EXERCISE PROMPT: Each line in the records that mentions the word "grid" needs to be listed.

Stored items:
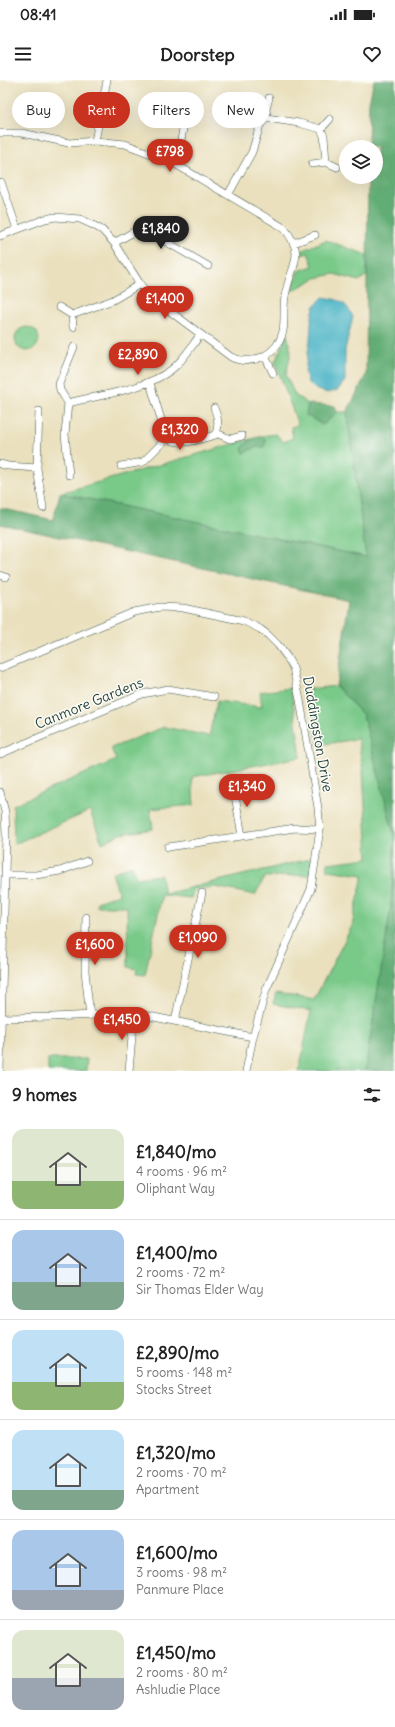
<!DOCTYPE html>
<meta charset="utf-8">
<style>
:root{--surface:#fff;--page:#f6f6f6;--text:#222;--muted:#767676;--line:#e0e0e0;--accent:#c8321e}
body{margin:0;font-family:Delius,sans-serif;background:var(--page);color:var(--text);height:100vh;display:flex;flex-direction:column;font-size:15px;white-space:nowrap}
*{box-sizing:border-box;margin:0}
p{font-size:13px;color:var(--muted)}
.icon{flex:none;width:22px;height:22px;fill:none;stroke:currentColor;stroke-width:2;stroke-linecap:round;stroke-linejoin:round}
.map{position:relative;height:991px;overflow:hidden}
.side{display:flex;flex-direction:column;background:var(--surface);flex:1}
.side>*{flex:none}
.guide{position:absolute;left:12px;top:12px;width:371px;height:36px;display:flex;gap:8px}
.fabs{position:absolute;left:339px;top:60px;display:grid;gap:8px}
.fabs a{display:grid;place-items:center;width:44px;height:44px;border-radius:50%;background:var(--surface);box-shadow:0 4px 16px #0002;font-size:20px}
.price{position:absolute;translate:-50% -34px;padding:0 9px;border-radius:14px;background:var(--accent);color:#fff;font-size:13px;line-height:26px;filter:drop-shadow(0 1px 2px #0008)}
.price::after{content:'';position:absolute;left:50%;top:24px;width:12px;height:9px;margin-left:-6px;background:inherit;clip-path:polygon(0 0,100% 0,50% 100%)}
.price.current{background:#222;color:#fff}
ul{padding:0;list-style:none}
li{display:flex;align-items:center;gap:12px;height:100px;padding:0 12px}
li+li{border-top:1px solid var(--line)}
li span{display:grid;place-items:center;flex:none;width:112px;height:80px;border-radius:12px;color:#555}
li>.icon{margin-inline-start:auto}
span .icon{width:48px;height:48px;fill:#fffc;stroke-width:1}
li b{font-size:17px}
h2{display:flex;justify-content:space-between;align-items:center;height:48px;padding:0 12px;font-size:17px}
.tag{padding:0 14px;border-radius:18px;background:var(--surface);box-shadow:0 4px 16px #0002;font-size:14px;line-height:36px}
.tag.current{background:var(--accent);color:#fff}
.status{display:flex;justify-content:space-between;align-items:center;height:28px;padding:0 20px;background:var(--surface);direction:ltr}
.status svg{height:11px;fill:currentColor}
header{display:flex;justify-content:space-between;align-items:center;height:52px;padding:0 12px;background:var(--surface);font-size:18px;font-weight:700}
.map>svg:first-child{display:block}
</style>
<div class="status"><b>08:41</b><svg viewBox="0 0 49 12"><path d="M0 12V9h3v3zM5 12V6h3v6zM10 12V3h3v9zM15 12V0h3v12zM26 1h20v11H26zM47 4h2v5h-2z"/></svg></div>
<header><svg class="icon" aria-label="menu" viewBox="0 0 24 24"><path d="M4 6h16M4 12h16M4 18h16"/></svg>Doorstep<svg class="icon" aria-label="heart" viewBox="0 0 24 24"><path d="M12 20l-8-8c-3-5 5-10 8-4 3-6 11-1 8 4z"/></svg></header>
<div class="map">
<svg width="395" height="991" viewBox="0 0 395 991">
<rect width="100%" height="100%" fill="#fdfcf7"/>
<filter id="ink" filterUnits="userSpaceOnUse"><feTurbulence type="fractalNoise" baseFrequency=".025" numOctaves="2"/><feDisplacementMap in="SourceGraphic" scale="8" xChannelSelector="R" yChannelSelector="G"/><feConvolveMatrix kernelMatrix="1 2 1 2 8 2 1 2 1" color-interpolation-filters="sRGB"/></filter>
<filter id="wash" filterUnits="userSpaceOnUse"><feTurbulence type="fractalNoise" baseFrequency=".012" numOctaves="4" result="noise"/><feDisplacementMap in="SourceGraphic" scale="16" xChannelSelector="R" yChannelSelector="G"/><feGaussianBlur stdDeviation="0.9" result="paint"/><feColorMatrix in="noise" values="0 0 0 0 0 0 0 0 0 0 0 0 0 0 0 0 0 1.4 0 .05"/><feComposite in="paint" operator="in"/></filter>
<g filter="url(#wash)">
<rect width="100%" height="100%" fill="#eae0bd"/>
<path fill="#79c989" stroke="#4c835e" d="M 326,160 L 367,175 L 367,195 L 359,201 L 334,194 L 316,198 L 292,211 L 298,191 L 313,186 L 308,173 L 302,175 L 303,170 Z
M15 259a12 12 0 1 1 24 0a12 12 0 1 1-24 0Z
M 287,254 L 291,272 L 286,295 L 295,315 L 308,324 L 307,335 L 323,345 L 337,332 L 347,332 L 366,477 L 60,413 L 251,359 L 242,368 L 263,367 L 266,360 L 261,356 L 276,354 L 283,362 L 293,358 L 291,347 L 298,345 L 275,282 Z
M 336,606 L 363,635 L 395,758 L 391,827 L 365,991 L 299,991 L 311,931 L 273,924 L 276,913 L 314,920 L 352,846 L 363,795 L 327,790 L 328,783 L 368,778 L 363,691 L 358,659 L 318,665 L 309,609 Z
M 291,608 L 301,677 L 192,697 L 194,725 L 150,729 L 153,749 L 121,754 L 102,763 L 90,731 L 14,764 L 13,725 L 116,680 L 111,668 L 164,647 L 209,656 L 217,621 L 262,627 L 260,612 Z
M 313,778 L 309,795 L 265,797 L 255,815 L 215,807 L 194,809 L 191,818 L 162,815 L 145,895 L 136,894 L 137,889 L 128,887 L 127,826 L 97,826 L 97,822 L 119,814 L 112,793 L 132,785 L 136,798 L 161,795 L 164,814 Z
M 48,979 L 87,979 L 86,991 L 48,991 Z"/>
<path fill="#62ad75" stroke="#407554" d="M 374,0 L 395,0 L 395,758 L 363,635 L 336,606 L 349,520 L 0,444 L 0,428 L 53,440 L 60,413 L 366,477 L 347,332 L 366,295 L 368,97 L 376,97 L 376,67 L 368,67 L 369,22 Z
M 308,324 L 335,326 L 337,332 L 323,345 L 306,335 Z
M 261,356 L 266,360 L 264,367 L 256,367 L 244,373 L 242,368 L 251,359 Z
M 395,759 L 395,991 L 365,991 L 391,827 Z"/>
<path fill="#47b2c5" stroke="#33787c" d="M 323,217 C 341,220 345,221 353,237 L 345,270 L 345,301 L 338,310 L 328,313 L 317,310 L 308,303 L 305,291 L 310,259 L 311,242 L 314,227 Z"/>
</g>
<g filter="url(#ink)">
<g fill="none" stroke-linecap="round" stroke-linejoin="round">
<g stroke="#3d5549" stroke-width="8">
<path id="street" d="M 267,38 L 266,29 L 269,18
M 321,49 L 330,39
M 0,53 L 22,53 L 69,63 L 95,61 L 125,64 L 170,81 L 284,148 C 308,177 289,187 285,217 C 283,228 285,240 283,251 C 278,274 253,287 231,277 L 151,217 L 140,204 L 114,163 L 102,150 L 91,144 L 80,139 L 55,137 L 45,139 L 0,156
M 95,61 L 107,0
M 170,81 L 180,66 L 187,25 L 195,20
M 312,84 L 326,82 L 337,87
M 1,102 L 17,149
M 228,115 L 252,72 L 260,45 L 267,38 L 299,43 L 321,49 L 324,56 L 326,82
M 114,163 L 137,150 L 146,150 L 208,186
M 294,163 L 315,155
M 59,227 L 72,235 L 73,247
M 72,235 L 113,220 L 140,204
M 265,276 L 273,293
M 150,303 L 166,356 C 176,369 203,358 215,355 C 220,346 218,337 214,328
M 68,323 C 100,315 144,310 171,290 C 183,281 191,267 200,255
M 39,331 L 37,388 L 43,428
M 216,353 L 230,359 L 242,356
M 0,384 L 8,386 L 37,388
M 121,386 L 143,382 L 168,357
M 69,395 L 65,354 L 68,323 L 60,310 L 59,304 L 74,267
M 0,495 L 6,497
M 0,588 L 134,532 L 160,527 L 183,528 L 244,541 L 260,549 L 268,555 L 278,565 L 287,577 L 293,588 L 300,620 L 318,728 L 320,749 L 311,809 L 266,910 L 253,957 L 246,991
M 0,674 L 142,614 L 168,609 L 214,617
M 233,704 L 242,756
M 0,712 L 5,732 L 6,755 L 0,991
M 168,767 L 295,748 L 320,749
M 6,795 L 36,795 L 60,791 L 87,781
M 86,837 L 85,891 L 90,936
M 2,938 L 53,937 L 134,933 L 253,957
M 175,941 L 202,813
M 129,991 L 134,933"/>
</g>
<use href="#street" stroke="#fff" stroke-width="7"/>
</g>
</g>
<g text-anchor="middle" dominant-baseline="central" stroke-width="3" stroke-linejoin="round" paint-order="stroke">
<g font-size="14" fill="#1f3d34" stroke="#fdfcf7">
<text transform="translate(89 623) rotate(-22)">Canmore Gardens</text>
<text transform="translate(318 654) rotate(80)">Duddingston Drive</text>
</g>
</g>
</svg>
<div class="fabs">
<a><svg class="icon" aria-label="layers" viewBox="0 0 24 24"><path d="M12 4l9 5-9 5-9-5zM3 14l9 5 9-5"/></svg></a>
</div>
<b class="price" style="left:170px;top:93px">£798</b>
<b class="price current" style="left:161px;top:170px">£1,840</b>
<b class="price" style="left:165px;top:240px">£1,400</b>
<b class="price" style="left:138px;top:296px">£2,890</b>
<b class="price" style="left:180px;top:371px">£1,320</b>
<b class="price" style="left:247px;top:728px">£1,340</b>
<b class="price" style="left:198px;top:879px">£1,090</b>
<b class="price" style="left:95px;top:886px">£1,600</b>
<b class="price" style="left:122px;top:961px">£1,450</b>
<div class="guide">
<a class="tag">Buy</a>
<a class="tag current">Rent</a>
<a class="tag">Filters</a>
<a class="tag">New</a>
</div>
</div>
<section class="side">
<h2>9 homes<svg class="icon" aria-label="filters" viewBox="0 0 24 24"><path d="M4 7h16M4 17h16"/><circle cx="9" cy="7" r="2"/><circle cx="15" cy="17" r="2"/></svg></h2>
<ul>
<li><span style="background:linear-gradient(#dfe7d0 65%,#8fb573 0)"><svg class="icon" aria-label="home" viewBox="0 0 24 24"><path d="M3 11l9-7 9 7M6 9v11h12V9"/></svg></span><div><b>£1,840/mo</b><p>4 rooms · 96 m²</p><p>Oliphant Way</p></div></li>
<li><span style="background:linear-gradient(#a9c7e8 65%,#7fa58c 0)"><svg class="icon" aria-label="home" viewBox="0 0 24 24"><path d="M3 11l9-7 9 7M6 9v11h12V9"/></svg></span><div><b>£1,400/mo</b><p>2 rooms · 72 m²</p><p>Sir Thomas Elder Way</p></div></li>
<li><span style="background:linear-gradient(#bfe0f5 65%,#8fb573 0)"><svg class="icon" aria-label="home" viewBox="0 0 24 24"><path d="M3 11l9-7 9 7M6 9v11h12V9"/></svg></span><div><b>£2,890/mo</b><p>5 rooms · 148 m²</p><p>Stocks Street</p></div></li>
<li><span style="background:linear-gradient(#bfe0f5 75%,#7fa58c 0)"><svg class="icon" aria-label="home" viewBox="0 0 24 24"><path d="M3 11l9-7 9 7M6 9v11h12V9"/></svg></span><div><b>£1,320/mo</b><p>2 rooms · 70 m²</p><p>Apartment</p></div></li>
<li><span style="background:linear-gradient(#a9c7e8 75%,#9aa5b1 0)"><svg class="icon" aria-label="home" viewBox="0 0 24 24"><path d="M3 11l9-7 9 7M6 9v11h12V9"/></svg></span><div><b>£1,600/mo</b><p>3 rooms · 98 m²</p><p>Panmure Place</p></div></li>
<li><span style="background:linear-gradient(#dfe7d0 60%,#9aa5b1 0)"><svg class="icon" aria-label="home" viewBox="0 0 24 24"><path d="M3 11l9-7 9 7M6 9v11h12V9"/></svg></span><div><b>£1,450/mo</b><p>2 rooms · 80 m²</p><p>Ashludie Place</p></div></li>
</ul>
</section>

ANSWER BOX:
.fabs{position:absolute;left:339px;top:60px;display:grid;gap:8px}
.fabs a{display:grid;place-items:center;width:44px;height:44px;border-radius:50%;background:var(--surface);box-shadow:0 4px 16px #0002;font-size:20px}
li span{display:grid;place-items:center;flex:none;width:112px;height:80px;border-radius:12px;color:#555}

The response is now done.